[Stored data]
──────────────────────────────
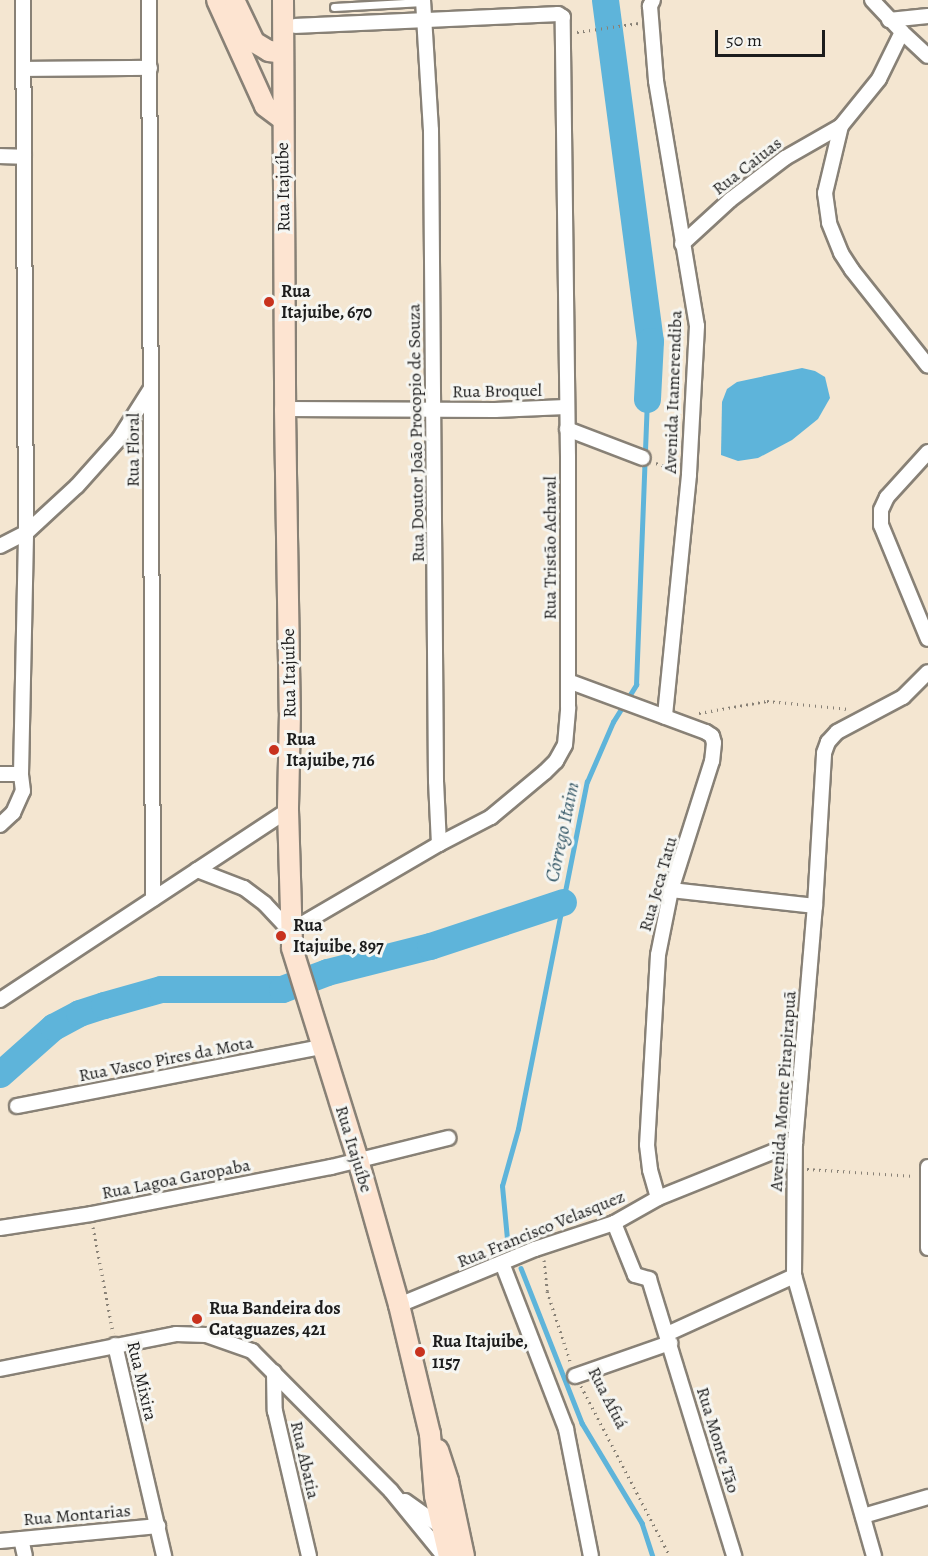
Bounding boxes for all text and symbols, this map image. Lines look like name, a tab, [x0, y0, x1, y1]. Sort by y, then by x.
scale bar	[718, 18, 828, 56]
text: 50 m	[726, 28, 762, 52]
street label: Rua Caiuas	[708, 132, 786, 200]
street label: Rua Itajuíbe	[271, 142, 295, 232]
place label: Rua Itajuibe, 670	[281, 281, 373, 324]
marker: Rua Itajuibe, 670	[262, 295, 276, 309]
street label: Rua Doutor João Procopio de Souza	[403, 304, 429, 562]
street label: Avenida Itamerendiba	[659, 310, 687, 474]
street label: Rua Broquel	[452, 379, 542, 403]
street label: Rua Floral	[122, 413, 144, 487]
street label: Rua Tristão Achaval	[539, 476, 561, 620]
street label: Rua Itajuíbe	[277, 628, 301, 718]
place label: Rua Itajuibe, 716	[286, 729, 375, 771]
marker: Rua Itajuibe, 716	[267, 743, 281, 757]
water label: Córrego Itaim	[540, 780, 584, 884]
street label: Rua Jeca Tatu	[634, 834, 682, 934]
place label: Rua Itajuibe, 897	[293, 915, 384, 958]
marker: Rua Itajuibe, 897	[274, 929, 288, 943]
street label: Avenida Monte Pirapirapuã	[765, 990, 801, 1192]
street label: Rua Vasco Pires da Mota	[77, 1031, 255, 1087]
street label: Rua Itajuíbe	[331, 1103, 377, 1195]
street label: Rua Lagoa Garopaba	[100, 1154, 252, 1204]
street label: Rua Francisco Velasquez	[454, 1185, 628, 1273]
place label: Rua Bandeira dos Cataguazes, 421	[209, 1298, 341, 1340]
marker: Rua Bandeira dos Cataguazes, 421	[190, 1312, 204, 1326]
place label: Rua Itajuibe, 1157	[432, 1331, 528, 1374]
street label: Rua Mixira	[122, 1339, 162, 1423]
marker: Rua Itajuibe, 1157	[413, 1345, 427, 1359]
street label: Rua Afuá	[583, 1363, 633, 1433]
street label: Rua Monte Tão	[692, 1384, 744, 1496]
street label: Rua Abatia	[286, 1419, 324, 1501]
street label: Rua Montarias	[22, 1500, 132, 1530]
──────────────────────────────
## Directions for this task
Repeat the entries exactly, pictures left out.

## Solved exercise
Bounding boxes for all text and symbols, this map image. Lines look like name, a tab, [x0, y0, x1, y1]. Sort by y, then by x.
scale bar	[718, 18, 828, 56]
text: 50 m	[726, 28, 762, 52]
street label: Rua Caiuas	[708, 132, 786, 200]
street label: Rua Itajuíbe	[271, 142, 295, 232]
place label: Rua Itajuibe, 670	[281, 281, 373, 324]
marker: Rua Itajuibe, 670	[262, 295, 276, 309]
street label: Rua Doutor João Procopio de Souza	[403, 304, 429, 562]
street label: Avenida Itamerendiba	[659, 310, 687, 474]
street label: Rua Broquel	[452, 379, 542, 403]
street label: Rua Floral	[122, 413, 144, 487]
street label: Rua Tristão Achaval	[539, 476, 561, 620]
street label: Rua Itajuíbe	[277, 628, 301, 718]
place label: Rua Itajuibe, 716	[286, 729, 375, 771]
marker: Rua Itajuibe, 716	[267, 743, 281, 757]
water label: Córrego Itaim	[540, 780, 584, 884]
street label: Rua Jeca Tatu	[634, 834, 682, 934]
place label: Rua Itajuibe, 897	[293, 915, 384, 958]
marker: Rua Itajuibe, 897	[274, 929, 288, 943]
street label: Avenida Monte Pirapirapuã	[765, 990, 801, 1192]
street label: Rua Vasco Pires da Mota	[77, 1031, 255, 1087]
street label: Rua Itajuíbe	[331, 1103, 377, 1195]
street label: Rua Lagoa Garopaba	[100, 1154, 252, 1204]
street label: Rua Francisco Velasquez	[454, 1185, 628, 1273]
place label: Rua Bandeira dos Cataguazes, 421	[209, 1298, 341, 1340]
marker: Rua Bandeira dos Cataguazes, 421	[190, 1312, 204, 1326]
place label: Rua Itajuibe, 1157	[432, 1331, 528, 1374]
street label: Rua Mixira	[122, 1339, 162, 1423]
marker: Rua Itajuibe, 1157	[413, 1345, 427, 1359]
street label: Rua Afuá	[583, 1363, 633, 1433]
street label: Rua Monte Tão	[692, 1384, 744, 1496]
street label: Rua Abatia	[286, 1419, 324, 1501]
street label: Rua Montarias	[22, 1500, 132, 1530]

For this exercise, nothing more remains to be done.